Morgan and Benner are described as naturopathy providers under the proposal. While they would not be required to hold a license, they would be limited to providing only air, light, water, heat, massage and similar therapies that are not "inherently injurious to the public health."
The bill is the first of its kind in the country and is co-authored by Sali, Geddes, the Idaho Coalition for Natural Health and the Idaho Association of Naturopathic Physicians. Morgan and others in the natural health community tout the bill as "freedom of health" legislation.
"All of the people who were like me sort of went underground," Morgan says of her Montana counterparts.
"People should have the right to choose who they go to for heath care, license or not," Benner adds.
And patients are choosing. Haynes' appointment book filled so quickly she recently had to hire another physician.

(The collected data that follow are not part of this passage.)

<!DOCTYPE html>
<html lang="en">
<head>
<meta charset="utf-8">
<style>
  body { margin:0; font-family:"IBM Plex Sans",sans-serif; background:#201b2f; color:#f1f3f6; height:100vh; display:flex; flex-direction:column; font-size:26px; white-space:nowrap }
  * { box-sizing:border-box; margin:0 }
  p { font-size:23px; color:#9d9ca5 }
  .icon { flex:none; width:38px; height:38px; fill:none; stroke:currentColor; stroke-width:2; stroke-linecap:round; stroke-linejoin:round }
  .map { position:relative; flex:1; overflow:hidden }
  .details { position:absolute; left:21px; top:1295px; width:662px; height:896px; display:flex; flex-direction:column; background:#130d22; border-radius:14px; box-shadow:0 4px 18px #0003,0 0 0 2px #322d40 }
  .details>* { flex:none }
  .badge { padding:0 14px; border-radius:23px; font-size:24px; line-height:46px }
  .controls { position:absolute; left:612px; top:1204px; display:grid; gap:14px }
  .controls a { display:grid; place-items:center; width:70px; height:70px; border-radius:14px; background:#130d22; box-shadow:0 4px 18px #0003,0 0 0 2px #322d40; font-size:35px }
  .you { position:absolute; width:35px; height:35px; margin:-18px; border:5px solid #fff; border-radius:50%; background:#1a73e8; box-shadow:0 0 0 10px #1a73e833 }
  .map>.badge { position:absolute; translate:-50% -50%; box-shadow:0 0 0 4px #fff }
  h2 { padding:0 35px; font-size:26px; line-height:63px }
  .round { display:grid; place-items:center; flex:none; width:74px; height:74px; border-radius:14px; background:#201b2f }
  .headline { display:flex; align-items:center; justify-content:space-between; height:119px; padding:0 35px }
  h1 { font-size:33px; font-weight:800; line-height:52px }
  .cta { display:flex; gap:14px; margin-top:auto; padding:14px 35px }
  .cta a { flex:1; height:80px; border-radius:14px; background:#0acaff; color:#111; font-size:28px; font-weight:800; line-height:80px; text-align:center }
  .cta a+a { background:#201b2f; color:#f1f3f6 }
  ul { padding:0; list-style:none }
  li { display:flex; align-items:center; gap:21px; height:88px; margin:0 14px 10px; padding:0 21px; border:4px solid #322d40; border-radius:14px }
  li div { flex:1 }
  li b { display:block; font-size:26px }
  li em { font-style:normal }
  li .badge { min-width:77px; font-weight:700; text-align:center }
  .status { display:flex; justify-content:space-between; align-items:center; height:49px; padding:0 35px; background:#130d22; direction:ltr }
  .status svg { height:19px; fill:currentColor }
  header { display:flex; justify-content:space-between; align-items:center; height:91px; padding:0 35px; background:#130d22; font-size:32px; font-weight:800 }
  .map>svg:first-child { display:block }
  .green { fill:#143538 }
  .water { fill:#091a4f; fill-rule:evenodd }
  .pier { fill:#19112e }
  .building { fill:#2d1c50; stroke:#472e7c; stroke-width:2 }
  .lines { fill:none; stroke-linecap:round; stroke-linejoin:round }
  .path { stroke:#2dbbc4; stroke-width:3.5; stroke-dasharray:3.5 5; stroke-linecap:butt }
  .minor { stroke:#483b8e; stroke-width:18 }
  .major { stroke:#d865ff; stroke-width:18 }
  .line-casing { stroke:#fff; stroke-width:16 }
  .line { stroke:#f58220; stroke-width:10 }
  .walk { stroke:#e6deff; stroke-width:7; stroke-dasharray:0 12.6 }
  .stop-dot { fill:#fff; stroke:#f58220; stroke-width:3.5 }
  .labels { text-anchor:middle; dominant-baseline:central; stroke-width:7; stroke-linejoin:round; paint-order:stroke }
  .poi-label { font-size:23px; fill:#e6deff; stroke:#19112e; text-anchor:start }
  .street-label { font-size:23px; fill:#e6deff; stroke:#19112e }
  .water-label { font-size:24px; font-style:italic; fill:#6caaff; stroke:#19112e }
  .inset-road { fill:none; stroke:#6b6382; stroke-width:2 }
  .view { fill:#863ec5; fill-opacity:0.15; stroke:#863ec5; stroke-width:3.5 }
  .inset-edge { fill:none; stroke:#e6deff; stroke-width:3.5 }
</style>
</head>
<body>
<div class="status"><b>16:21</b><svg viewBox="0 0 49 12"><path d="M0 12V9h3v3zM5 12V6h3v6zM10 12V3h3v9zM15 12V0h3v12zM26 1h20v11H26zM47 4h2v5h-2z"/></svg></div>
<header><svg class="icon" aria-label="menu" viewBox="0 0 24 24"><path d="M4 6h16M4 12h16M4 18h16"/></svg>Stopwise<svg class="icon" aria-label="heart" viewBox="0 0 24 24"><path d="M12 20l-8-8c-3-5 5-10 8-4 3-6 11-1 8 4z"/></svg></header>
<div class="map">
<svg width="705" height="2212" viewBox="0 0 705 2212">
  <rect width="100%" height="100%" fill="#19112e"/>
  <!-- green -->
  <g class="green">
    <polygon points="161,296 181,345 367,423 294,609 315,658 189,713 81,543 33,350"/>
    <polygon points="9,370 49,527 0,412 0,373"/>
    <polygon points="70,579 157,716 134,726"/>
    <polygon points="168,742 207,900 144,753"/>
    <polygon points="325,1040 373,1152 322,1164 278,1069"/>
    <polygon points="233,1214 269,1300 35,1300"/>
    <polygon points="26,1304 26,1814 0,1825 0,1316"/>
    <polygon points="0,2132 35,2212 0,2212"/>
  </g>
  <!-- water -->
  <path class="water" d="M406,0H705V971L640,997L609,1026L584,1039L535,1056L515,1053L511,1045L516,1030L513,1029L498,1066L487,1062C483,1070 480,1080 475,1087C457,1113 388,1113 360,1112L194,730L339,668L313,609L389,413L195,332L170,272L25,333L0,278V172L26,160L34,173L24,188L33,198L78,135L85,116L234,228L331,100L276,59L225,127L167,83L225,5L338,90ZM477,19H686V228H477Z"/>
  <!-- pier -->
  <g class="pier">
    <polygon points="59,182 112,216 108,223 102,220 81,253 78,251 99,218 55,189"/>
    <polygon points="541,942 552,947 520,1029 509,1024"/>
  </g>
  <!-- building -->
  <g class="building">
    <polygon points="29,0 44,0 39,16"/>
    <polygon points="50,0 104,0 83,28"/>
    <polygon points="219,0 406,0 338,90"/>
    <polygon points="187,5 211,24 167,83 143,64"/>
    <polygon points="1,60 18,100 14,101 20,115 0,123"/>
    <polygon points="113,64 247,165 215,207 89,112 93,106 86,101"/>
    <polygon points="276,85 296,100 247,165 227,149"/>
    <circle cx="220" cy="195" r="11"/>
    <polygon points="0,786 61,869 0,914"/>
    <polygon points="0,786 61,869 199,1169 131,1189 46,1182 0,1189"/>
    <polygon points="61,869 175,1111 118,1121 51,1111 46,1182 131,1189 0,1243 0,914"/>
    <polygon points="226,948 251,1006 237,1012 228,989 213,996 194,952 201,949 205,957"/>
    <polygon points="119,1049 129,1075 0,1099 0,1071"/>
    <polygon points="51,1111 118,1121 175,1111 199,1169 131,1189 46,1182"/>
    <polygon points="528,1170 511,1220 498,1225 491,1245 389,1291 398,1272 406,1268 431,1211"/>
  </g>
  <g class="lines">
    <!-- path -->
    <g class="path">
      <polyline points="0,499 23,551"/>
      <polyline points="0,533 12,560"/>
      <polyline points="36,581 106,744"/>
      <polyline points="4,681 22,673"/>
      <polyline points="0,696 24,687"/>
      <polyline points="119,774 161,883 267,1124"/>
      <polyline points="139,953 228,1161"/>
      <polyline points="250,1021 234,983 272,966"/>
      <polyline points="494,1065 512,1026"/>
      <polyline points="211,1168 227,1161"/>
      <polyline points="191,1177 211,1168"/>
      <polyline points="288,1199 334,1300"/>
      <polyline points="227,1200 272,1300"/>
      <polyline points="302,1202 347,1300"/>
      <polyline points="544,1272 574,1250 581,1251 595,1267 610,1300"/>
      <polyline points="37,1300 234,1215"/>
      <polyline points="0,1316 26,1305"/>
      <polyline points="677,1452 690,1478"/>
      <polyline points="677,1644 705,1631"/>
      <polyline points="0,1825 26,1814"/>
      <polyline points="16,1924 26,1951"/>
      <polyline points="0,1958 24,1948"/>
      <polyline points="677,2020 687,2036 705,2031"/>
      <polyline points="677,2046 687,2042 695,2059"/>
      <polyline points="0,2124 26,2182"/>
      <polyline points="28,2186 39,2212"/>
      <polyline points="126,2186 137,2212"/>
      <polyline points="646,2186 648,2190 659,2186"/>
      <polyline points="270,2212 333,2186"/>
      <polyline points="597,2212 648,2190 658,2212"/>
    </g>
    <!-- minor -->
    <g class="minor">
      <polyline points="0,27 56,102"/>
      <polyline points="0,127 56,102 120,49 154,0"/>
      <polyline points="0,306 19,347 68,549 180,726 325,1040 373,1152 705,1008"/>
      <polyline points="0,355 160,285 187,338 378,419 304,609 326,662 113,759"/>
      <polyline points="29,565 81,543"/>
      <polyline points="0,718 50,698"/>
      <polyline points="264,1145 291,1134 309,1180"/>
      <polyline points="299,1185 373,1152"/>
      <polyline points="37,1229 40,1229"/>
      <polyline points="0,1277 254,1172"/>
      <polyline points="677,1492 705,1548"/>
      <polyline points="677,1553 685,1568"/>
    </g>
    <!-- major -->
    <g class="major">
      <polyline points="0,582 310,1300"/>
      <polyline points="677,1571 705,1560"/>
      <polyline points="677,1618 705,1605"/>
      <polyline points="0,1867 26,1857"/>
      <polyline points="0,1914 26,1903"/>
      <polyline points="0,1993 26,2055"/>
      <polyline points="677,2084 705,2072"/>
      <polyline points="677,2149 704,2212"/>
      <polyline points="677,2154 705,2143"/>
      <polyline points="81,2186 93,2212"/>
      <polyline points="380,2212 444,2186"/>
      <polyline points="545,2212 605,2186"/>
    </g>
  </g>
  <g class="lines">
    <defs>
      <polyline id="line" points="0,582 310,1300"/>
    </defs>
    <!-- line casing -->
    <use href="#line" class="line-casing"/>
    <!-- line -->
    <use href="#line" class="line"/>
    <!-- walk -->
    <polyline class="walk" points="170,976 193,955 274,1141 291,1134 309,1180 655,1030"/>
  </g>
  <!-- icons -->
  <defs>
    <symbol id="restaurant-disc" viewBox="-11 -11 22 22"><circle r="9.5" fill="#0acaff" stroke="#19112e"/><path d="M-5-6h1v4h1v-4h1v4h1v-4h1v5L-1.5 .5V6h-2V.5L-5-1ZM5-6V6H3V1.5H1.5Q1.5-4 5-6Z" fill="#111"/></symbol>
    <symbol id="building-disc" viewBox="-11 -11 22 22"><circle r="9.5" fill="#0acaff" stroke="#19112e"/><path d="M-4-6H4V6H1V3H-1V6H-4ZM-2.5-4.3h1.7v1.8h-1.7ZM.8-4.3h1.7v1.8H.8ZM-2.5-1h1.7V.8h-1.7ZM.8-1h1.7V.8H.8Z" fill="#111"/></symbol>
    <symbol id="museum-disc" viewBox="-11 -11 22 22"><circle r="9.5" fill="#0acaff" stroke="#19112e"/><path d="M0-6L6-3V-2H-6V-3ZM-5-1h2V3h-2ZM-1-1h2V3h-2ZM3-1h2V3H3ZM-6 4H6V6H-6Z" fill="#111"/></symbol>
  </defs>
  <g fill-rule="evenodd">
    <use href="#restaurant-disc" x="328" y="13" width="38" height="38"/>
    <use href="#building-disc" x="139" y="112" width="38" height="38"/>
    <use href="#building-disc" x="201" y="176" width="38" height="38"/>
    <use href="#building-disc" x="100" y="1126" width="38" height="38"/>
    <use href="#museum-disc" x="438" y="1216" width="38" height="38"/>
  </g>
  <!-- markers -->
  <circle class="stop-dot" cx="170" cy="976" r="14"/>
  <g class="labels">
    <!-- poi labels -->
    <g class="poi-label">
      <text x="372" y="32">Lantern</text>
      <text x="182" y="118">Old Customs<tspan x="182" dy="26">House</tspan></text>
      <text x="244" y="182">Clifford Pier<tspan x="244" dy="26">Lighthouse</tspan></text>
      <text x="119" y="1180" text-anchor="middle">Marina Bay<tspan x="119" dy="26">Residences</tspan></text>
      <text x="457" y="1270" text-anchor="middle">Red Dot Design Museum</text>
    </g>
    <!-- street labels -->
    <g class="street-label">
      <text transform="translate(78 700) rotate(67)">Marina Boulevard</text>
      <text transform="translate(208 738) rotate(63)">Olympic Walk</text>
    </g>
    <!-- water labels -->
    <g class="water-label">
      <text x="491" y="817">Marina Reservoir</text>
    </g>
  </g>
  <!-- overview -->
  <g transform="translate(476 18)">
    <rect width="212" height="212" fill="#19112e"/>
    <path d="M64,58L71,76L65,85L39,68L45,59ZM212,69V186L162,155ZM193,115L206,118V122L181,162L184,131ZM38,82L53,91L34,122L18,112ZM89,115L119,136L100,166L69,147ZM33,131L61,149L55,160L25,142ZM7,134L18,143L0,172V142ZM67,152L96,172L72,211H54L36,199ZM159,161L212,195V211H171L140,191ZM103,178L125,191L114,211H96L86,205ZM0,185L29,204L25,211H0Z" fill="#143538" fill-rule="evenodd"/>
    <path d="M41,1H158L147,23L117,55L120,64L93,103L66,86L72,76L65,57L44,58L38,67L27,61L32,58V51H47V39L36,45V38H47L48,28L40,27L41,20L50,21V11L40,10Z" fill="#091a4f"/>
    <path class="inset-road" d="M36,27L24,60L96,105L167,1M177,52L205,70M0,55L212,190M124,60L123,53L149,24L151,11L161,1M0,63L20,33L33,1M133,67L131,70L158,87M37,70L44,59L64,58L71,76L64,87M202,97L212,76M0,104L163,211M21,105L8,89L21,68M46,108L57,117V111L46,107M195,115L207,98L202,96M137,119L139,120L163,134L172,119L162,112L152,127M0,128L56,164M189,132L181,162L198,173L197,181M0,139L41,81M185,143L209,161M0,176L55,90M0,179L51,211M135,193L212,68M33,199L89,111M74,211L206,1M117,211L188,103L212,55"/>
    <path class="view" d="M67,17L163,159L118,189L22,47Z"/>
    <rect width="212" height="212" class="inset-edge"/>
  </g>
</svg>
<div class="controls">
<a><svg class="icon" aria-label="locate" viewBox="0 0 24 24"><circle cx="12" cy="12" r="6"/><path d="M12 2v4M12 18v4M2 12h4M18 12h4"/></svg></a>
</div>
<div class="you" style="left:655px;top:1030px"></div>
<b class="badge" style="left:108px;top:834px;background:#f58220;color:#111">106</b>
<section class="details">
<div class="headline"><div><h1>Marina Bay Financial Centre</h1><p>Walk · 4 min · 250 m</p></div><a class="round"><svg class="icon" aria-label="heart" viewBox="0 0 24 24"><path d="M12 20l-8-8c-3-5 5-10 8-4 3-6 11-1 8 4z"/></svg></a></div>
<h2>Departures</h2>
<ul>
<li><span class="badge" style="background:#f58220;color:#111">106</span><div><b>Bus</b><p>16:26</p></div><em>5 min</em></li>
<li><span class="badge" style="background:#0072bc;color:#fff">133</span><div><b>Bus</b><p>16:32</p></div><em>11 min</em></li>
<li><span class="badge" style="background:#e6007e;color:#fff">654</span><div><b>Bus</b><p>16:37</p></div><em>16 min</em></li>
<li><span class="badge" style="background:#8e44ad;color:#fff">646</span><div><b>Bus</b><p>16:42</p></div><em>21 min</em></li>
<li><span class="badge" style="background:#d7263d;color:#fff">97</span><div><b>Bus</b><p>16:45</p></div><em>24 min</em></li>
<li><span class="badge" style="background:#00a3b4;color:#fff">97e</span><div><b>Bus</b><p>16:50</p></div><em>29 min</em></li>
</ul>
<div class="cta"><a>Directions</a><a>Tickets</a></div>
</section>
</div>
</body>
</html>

You'll find a few granola types in her office for an annual physical, but also chronically ill patients who have gotten nowhere with conventional medicine. Haynes says medical doctors often refer their patients to her and vice versa. For many of her patients, M.D.s and N.D.s are part of their heath care plans. Unfortunately, they don't currently carry the same protections.
"If I hurt someone or someone had a complaint about me, they would not have a place to go," Haynes says. Currently, complaints against medical doctors go to the State Board of Medicine and the board takes disciplinary action. "We want that," Haynes says of naturopathic physicians.
Accordingly, the bill proposes the creation of an official board to determine the qualifications of naturopathic physicians applying for licensure, investigate complaints and discipline anyone violating licensing rules. Those regulations could mean better service, but also better coverage of N.D. services under health insurance plans. Haynes says some insurance companies even court trained N.D.s because their nature-based services tend to be cheaper and preventive-something Morgan's grandfather learned along time ago.
"We never got sick, we ate so much garlic," she recalls.